▶ [Your goal] Could you write out all of the data again, word for word?

##### Recorded information #####

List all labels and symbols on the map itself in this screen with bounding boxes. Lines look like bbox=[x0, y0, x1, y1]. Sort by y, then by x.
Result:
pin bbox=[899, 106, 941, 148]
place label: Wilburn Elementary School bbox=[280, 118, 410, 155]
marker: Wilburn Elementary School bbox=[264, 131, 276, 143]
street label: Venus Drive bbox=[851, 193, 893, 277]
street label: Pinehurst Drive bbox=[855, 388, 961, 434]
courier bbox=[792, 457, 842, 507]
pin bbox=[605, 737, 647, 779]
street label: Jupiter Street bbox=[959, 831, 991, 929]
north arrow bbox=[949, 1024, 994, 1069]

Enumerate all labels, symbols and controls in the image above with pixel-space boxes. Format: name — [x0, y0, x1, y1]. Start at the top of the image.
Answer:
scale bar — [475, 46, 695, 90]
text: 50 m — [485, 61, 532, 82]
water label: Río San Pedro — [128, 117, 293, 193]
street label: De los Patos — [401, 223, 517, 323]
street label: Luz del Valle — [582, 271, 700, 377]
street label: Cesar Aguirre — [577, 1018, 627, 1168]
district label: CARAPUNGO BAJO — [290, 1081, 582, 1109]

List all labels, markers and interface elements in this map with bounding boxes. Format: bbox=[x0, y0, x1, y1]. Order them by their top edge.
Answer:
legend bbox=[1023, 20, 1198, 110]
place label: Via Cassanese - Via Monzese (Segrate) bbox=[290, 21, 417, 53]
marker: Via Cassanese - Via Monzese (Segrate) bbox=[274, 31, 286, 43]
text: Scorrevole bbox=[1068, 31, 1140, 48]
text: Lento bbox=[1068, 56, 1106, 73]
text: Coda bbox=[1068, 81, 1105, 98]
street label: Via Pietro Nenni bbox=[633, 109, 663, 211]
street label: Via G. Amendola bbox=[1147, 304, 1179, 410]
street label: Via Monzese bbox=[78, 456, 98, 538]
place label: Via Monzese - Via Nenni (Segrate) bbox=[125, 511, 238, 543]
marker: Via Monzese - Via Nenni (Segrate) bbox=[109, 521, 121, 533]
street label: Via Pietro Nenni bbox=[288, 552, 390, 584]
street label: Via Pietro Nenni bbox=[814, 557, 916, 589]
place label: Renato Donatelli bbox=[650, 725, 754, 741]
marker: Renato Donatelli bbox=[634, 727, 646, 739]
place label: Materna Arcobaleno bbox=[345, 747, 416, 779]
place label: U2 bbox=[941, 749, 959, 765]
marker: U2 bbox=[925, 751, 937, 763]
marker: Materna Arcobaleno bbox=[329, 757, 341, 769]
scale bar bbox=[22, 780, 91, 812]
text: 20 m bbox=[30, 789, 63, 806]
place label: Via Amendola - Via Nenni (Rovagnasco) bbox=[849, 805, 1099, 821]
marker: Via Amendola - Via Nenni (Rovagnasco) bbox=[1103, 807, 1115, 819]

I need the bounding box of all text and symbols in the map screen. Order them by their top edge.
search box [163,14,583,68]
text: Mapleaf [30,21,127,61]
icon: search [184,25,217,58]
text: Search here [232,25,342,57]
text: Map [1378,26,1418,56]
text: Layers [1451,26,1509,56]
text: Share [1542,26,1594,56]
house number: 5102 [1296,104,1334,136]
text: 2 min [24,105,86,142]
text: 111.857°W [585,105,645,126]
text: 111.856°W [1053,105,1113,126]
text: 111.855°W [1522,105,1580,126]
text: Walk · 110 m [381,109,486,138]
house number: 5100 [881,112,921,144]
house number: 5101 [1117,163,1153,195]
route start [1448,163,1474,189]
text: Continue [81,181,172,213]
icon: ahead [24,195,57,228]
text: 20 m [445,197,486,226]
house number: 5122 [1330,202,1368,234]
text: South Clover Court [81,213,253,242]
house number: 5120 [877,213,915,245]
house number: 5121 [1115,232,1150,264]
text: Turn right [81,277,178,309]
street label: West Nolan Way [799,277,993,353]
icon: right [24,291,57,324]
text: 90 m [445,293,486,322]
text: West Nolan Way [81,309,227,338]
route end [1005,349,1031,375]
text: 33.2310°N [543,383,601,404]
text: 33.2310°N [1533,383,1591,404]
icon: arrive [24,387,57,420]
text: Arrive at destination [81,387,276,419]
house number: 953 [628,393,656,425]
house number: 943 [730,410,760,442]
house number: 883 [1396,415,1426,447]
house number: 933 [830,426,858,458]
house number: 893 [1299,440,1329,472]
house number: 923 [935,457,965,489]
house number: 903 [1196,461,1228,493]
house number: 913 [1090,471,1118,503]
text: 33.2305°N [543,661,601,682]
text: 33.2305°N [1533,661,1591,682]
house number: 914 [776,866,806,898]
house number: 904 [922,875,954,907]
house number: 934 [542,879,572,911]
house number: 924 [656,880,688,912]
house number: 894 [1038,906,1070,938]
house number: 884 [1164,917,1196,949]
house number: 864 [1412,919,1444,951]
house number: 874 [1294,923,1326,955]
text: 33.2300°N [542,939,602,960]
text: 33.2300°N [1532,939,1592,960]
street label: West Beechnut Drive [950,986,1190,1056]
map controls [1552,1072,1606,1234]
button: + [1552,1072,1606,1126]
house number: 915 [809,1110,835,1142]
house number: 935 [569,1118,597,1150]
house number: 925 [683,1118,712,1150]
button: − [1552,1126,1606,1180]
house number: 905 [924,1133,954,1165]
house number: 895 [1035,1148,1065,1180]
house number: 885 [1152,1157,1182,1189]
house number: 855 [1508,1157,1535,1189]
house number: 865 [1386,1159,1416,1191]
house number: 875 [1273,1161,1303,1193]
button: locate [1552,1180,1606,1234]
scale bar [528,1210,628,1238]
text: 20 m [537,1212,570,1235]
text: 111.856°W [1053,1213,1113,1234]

#####

▶ [Task answer]
List all labels and symbols on the map itself in this screen with bounding boxes. Lines look like bbox=[x0, y0, x1, y1]. Sort by y, then by x.
Result:
pin bbox=[899, 106, 941, 148]
place label: Wilburn Elementary School bbox=[280, 118, 410, 155]
marker: Wilburn Elementary School bbox=[264, 131, 276, 143]
street label: Venus Drive bbox=[851, 193, 893, 277]
street label: Pinehurst Drive bbox=[855, 388, 961, 434]
courier bbox=[792, 457, 842, 507]
pin bbox=[605, 737, 647, 779]
street label: Jupiter Street bbox=[959, 831, 991, 929]
north arrow bbox=[949, 1024, 994, 1069]

Enumerate all labels, symbols and controls in the image above with pixel-space boxes. Format: name — [x0, y0, x1, y1]. Start at the top of the image.
Answer:
scale bar — [475, 46, 695, 90]
text: 50 m — [485, 61, 532, 82]
water label: Río San Pedro — [128, 117, 293, 193]
street label: De los Patos — [401, 223, 517, 323]
street label: Luz del Valle — [582, 271, 700, 377]
street label: Cesar Aguirre — [577, 1018, 627, 1168]
district label: CARAPUNGO BAJO — [290, 1081, 582, 1109]

List all labels, markers and interface elements in this map with bounding boxes. Format: bbox=[x0, y0, x1, y1]. Order them by their top edge.
Answer:
legend bbox=[1023, 20, 1198, 110]
place label: Via Cassanese - Via Monzese (Segrate) bbox=[290, 21, 417, 53]
marker: Via Cassanese - Via Monzese (Segrate) bbox=[274, 31, 286, 43]
text: Scorrevole bbox=[1068, 31, 1140, 48]
text: Lento bbox=[1068, 56, 1106, 73]
text: Coda bbox=[1068, 81, 1105, 98]
street label: Via Pietro Nenni bbox=[633, 109, 663, 211]
street label: Via G. Amendola bbox=[1147, 304, 1179, 410]
street label: Via Monzese bbox=[78, 456, 98, 538]
place label: Via Monzese - Via Nenni (Segrate) bbox=[125, 511, 238, 543]
marker: Via Monzese - Via Nenni (Segrate) bbox=[109, 521, 121, 533]
street label: Via Pietro Nenni bbox=[288, 552, 390, 584]
street label: Via Pietro Nenni bbox=[814, 557, 916, 589]
place label: Renato Donatelli bbox=[650, 725, 754, 741]
marker: Renato Donatelli bbox=[634, 727, 646, 739]
place label: Materna Arcobaleno bbox=[345, 747, 416, 779]
place label: U2 bbox=[941, 749, 959, 765]
marker: U2 bbox=[925, 751, 937, 763]
marker: Materna Arcobaleno bbox=[329, 757, 341, 769]
scale bar bbox=[22, 780, 91, 812]
text: 20 m bbox=[30, 789, 63, 806]
place label: Via Amendola - Via Nenni (Rovagnasco) bbox=[849, 805, 1099, 821]
marker: Via Amendola - Via Nenni (Rovagnasco) bbox=[1103, 807, 1115, 819]

I need the bounding box of all text and symbols in the map screen. Order them by their top edge.
search box [163,14,583,68]
text: Mapleaf [30,21,127,61]
icon: search [184,25,217,58]
text: Search here [232,25,342,57]
text: Map [1378,26,1418,56]
text: Layers [1451,26,1509,56]
text: Share [1542,26,1594,56]
house number: 5102 [1296,104,1334,136]
text: 2 min [24,105,86,142]
text: 111.857°W [585,105,645,126]
text: 111.856°W [1053,105,1113,126]
text: 111.855°W [1522,105,1580,126]
text: Walk · 110 m [381,109,486,138]
house number: 5100 [881,112,921,144]
house number: 5101 [1117,163,1153,195]
route start [1448,163,1474,189]
text: Continue [81,181,172,213]
icon: ahead [24,195,57,228]
text: 20 m [445,197,486,226]
house number: 5122 [1330,202,1368,234]
text: South Clover Court [81,213,253,242]
house number: 5120 [877,213,915,245]
house number: 5121 [1115,232,1150,264]
text: Turn right [81,277,178,309]
street label: West Nolan Way [799,277,993,353]
icon: right [24,291,57,324]
text: 90 m [445,293,486,322]
text: West Nolan Way [81,309,227,338]
route end [1005,349,1031,375]
text: 33.2310°N [543,383,601,404]
text: 33.2310°N [1533,383,1591,404]
icon: arrive [24,387,57,420]
text: Arrive at destination [81,387,276,419]
house number: 953 [628,393,656,425]
house number: 943 [730,410,760,442]
house number: 883 [1396,415,1426,447]
house number: 933 [830,426,858,458]
house number: 893 [1299,440,1329,472]
house number: 923 [935,457,965,489]
house number: 903 [1196,461,1228,493]
house number: 913 [1090,471,1118,503]
text: 33.2305°N [543,661,601,682]
text: 33.2305°N [1533,661,1591,682]
house number: 914 [776,866,806,898]
house number: 904 [922,875,954,907]
house number: 934 [542,879,572,911]
house number: 924 [656,880,688,912]
house number: 894 [1038,906,1070,938]
house number: 884 [1164,917,1196,949]
house number: 864 [1412,919,1444,951]
house number: 874 [1294,923,1326,955]
text: 33.2300°N [542,939,602,960]
text: 33.2300°N [1532,939,1592,960]
street label: West Beechnut Drive [950,986,1190,1056]
map controls [1552,1072,1606,1234]
button: + [1552,1072,1606,1126]
house number: 915 [809,1110,835,1142]
house number: 935 [569,1118,597,1150]
house number: 925 [683,1118,712,1150]
button: − [1552,1126,1606,1180]
house number: 905 [924,1133,954,1165]
house number: 895 [1035,1148,1065,1180]
house number: 885 [1152,1157,1182,1189]
house number: 855 [1508,1157,1535,1189]
house number: 865 [1386,1159,1416,1191]
house number: 875 [1273,1161,1303,1193]
button: locate [1552,1180,1606,1234]
scale bar [528,1210,628,1238]
text: 20 m [537,1212,570,1235]
text: 111.856°W [1053,1213,1113,1234]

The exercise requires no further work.